··· DATASET EXCERPTS ···

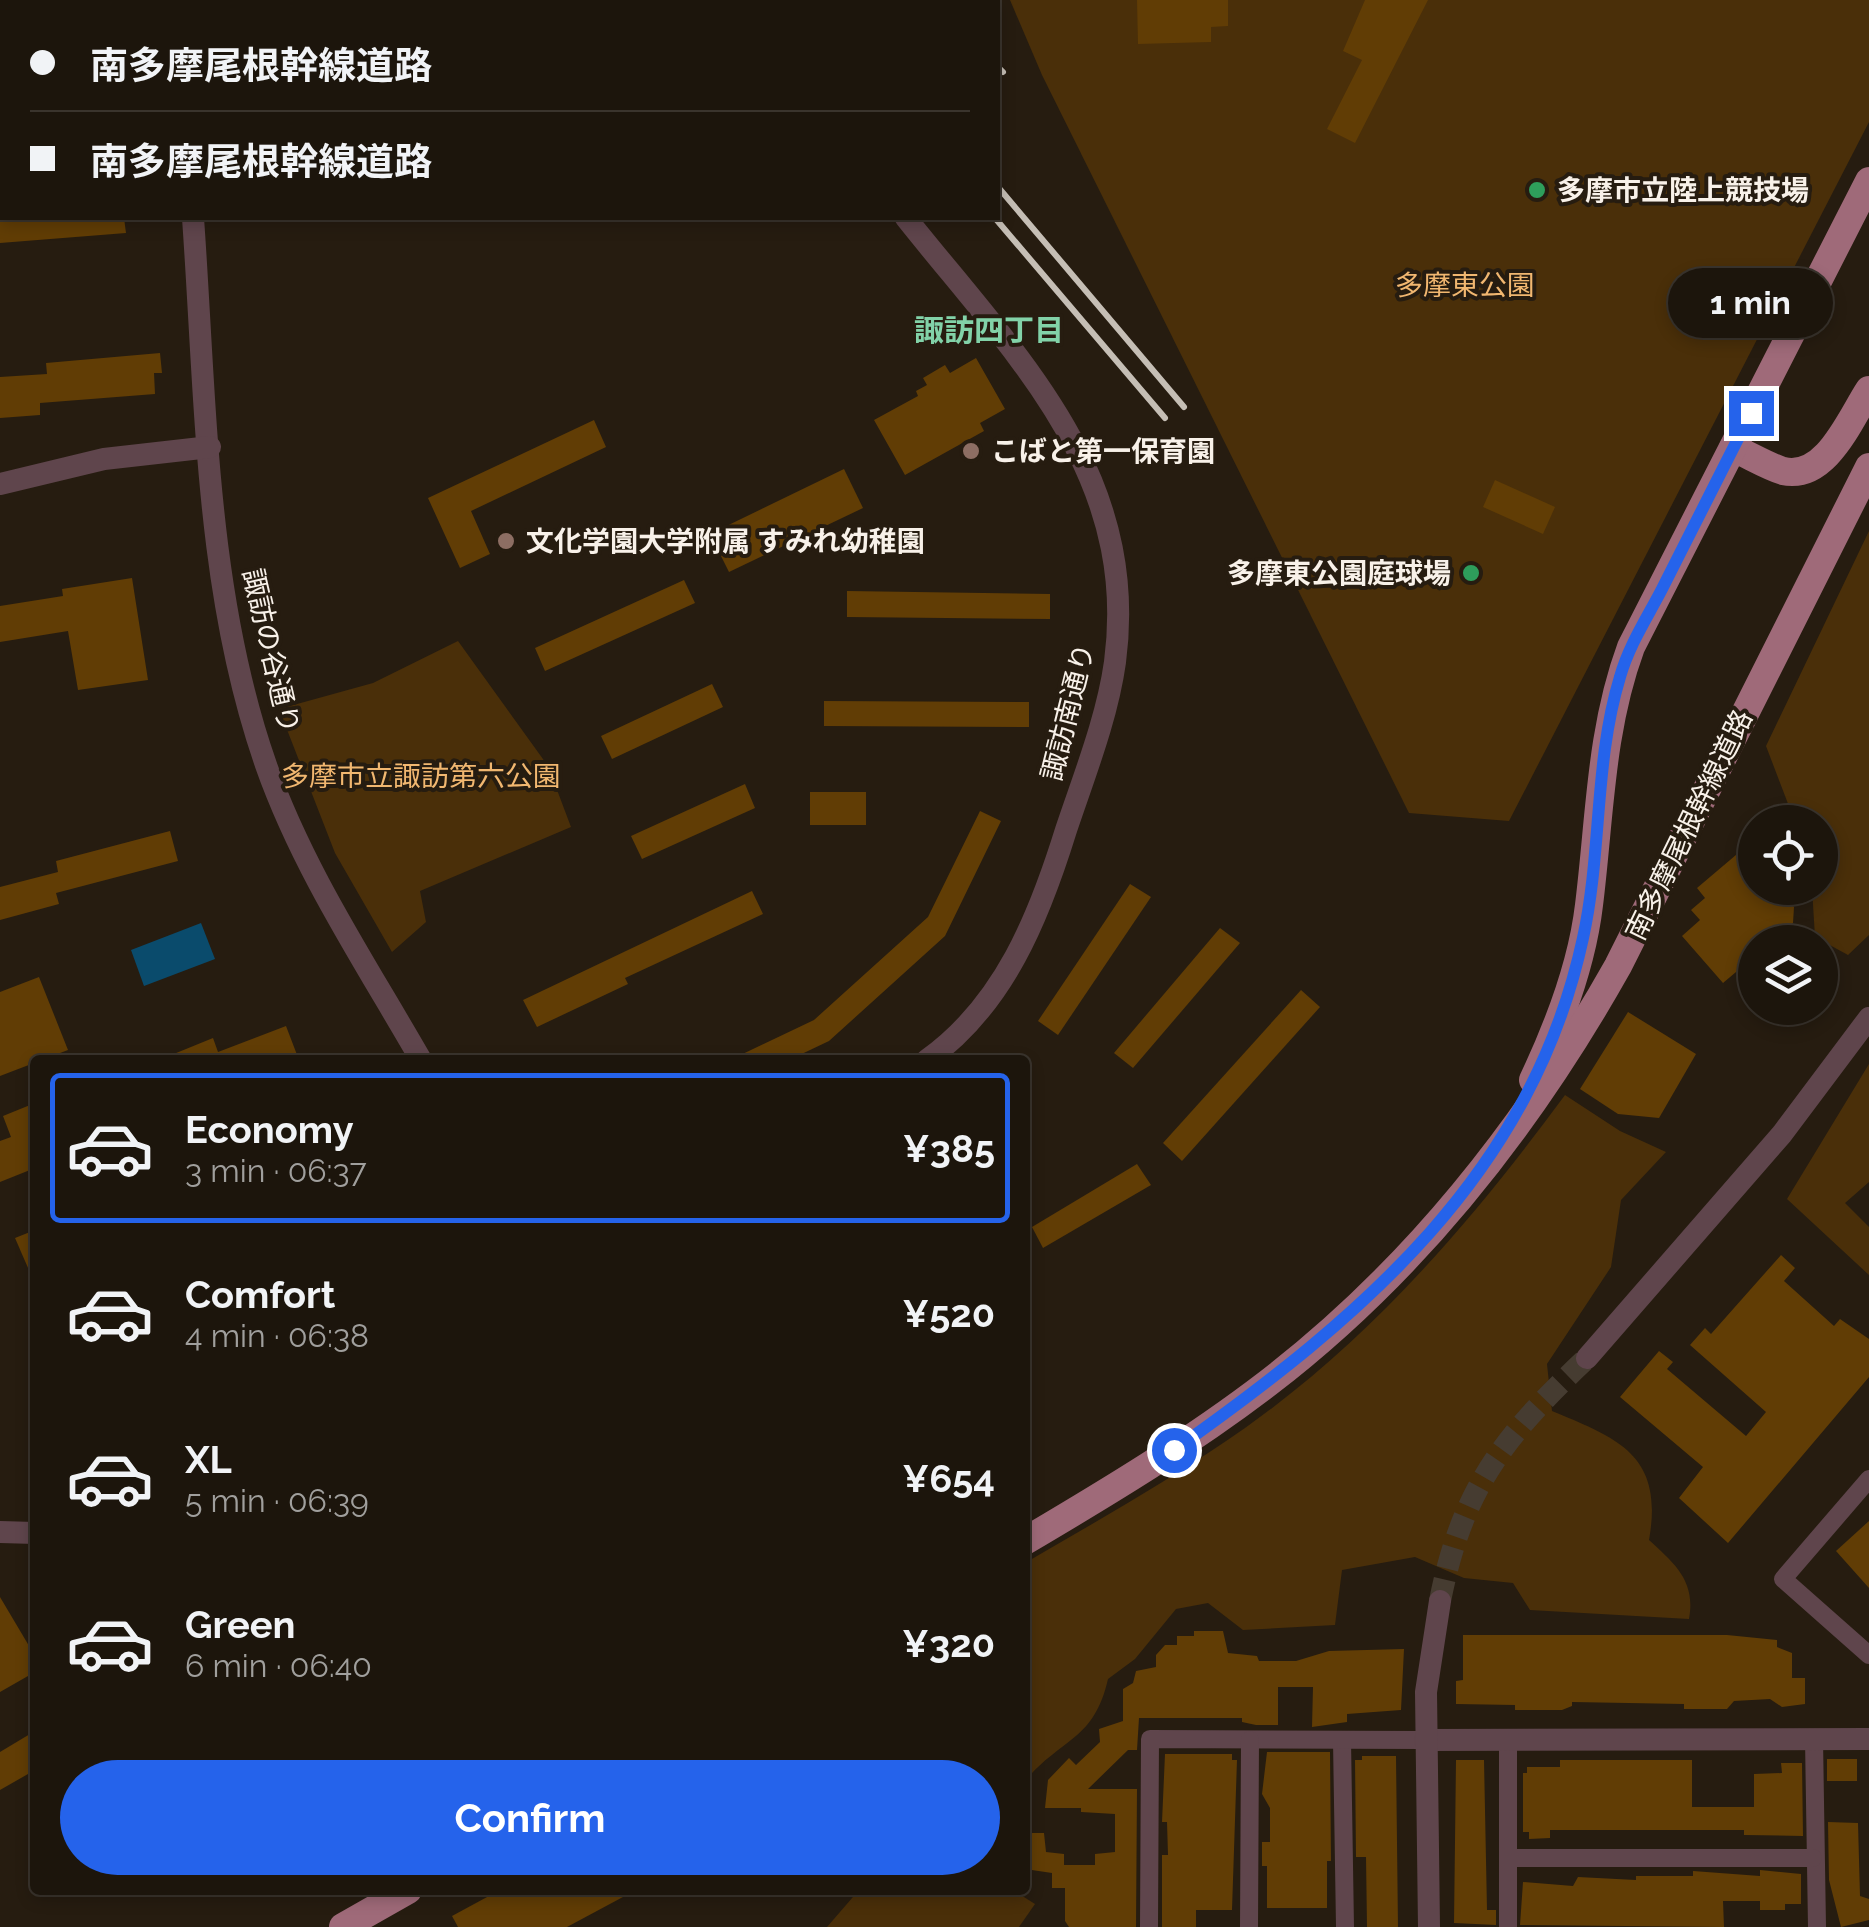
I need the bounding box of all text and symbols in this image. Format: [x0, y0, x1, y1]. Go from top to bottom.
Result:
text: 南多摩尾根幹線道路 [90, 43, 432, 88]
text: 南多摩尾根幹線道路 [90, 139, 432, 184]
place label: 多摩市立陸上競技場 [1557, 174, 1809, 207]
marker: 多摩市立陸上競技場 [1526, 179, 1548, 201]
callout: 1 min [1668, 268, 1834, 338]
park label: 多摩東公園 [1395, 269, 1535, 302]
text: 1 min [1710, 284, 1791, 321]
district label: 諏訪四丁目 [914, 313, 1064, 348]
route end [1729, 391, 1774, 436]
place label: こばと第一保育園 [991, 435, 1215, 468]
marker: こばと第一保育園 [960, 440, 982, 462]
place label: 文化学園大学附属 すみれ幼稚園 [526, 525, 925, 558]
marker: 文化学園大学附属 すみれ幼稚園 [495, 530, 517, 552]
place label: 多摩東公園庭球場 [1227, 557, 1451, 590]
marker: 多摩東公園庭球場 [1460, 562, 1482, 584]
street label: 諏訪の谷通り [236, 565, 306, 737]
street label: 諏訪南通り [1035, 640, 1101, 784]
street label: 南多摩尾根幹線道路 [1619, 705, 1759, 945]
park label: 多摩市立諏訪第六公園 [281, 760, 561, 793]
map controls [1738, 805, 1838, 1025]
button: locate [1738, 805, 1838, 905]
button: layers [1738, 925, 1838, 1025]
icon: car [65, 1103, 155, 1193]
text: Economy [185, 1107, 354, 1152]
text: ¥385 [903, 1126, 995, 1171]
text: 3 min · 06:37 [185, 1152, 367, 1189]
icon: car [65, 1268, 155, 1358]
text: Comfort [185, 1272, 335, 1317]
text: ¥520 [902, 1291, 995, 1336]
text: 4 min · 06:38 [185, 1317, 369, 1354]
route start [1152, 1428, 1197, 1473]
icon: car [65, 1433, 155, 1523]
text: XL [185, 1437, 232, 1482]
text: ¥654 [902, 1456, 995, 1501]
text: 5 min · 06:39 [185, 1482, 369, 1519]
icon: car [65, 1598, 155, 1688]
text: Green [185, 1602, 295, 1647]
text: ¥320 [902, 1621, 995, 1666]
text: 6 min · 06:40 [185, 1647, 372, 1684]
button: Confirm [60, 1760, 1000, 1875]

···

Nothing but the text is wanted: repeat the data above exactly, without its images.

I need the bounding box of all text and symbols in this image. Format: [x0, y0, x1, y1]. Go from top to bottom.
Result:
text: 南多摩尾根幹線道路 [90, 43, 432, 88]
text: 南多摩尾根幹線道路 [90, 139, 432, 184]
place label: 多摩市立陸上競技場 [1557, 174, 1809, 207]
marker: 多摩市立陸上競技場 [1526, 179, 1548, 201]
callout: 1 min [1668, 268, 1834, 338]
park label: 多摩東公園 [1395, 269, 1535, 302]
text: 1 min [1710, 284, 1791, 321]
district label: 諏訪四丁目 [914, 313, 1064, 348]
route end [1729, 391, 1774, 436]
place label: こばと第一保育園 [991, 435, 1215, 468]
marker: こばと第一保育園 [960, 440, 982, 462]
place label: 文化学園大学附属 すみれ幼稚園 [526, 525, 925, 558]
marker: 文化学園大学附属 すみれ幼稚園 [495, 530, 517, 552]
place label: 多摩東公園庭球場 [1227, 557, 1451, 590]
marker: 多摩東公園庭球場 [1460, 562, 1482, 584]
street label: 諏訪の谷通り [236, 565, 306, 737]
street label: 諏訪南通り [1035, 640, 1101, 784]
street label: 南多摩尾根幹線道路 [1619, 705, 1759, 945]
park label: 多摩市立諏訪第六公園 [281, 760, 561, 793]
map controls [1738, 805, 1838, 1025]
button: locate [1738, 805, 1838, 905]
button: layers [1738, 925, 1838, 1025]
icon: car [65, 1103, 155, 1193]
text: Economy [185, 1107, 354, 1152]
text: ¥385 [903, 1126, 995, 1171]
text: 3 min · 06:37 [185, 1152, 367, 1189]
icon: car [65, 1268, 155, 1358]
text: Comfort [185, 1272, 335, 1317]
text: ¥520 [902, 1291, 995, 1336]
text: 4 min · 06:38 [185, 1317, 369, 1354]
route start [1152, 1428, 1197, 1473]
icon: car [65, 1433, 155, 1523]
text: XL [185, 1437, 232, 1482]
text: ¥654 [902, 1456, 995, 1501]
text: 5 min · 06:39 [185, 1482, 369, 1519]
icon: car [65, 1598, 155, 1688]
text: Green [185, 1602, 295, 1647]
text: ¥320 [902, 1621, 995, 1666]
text: 6 min · 06:40 [185, 1647, 372, 1684]
button: Confirm [60, 1760, 1000, 1875]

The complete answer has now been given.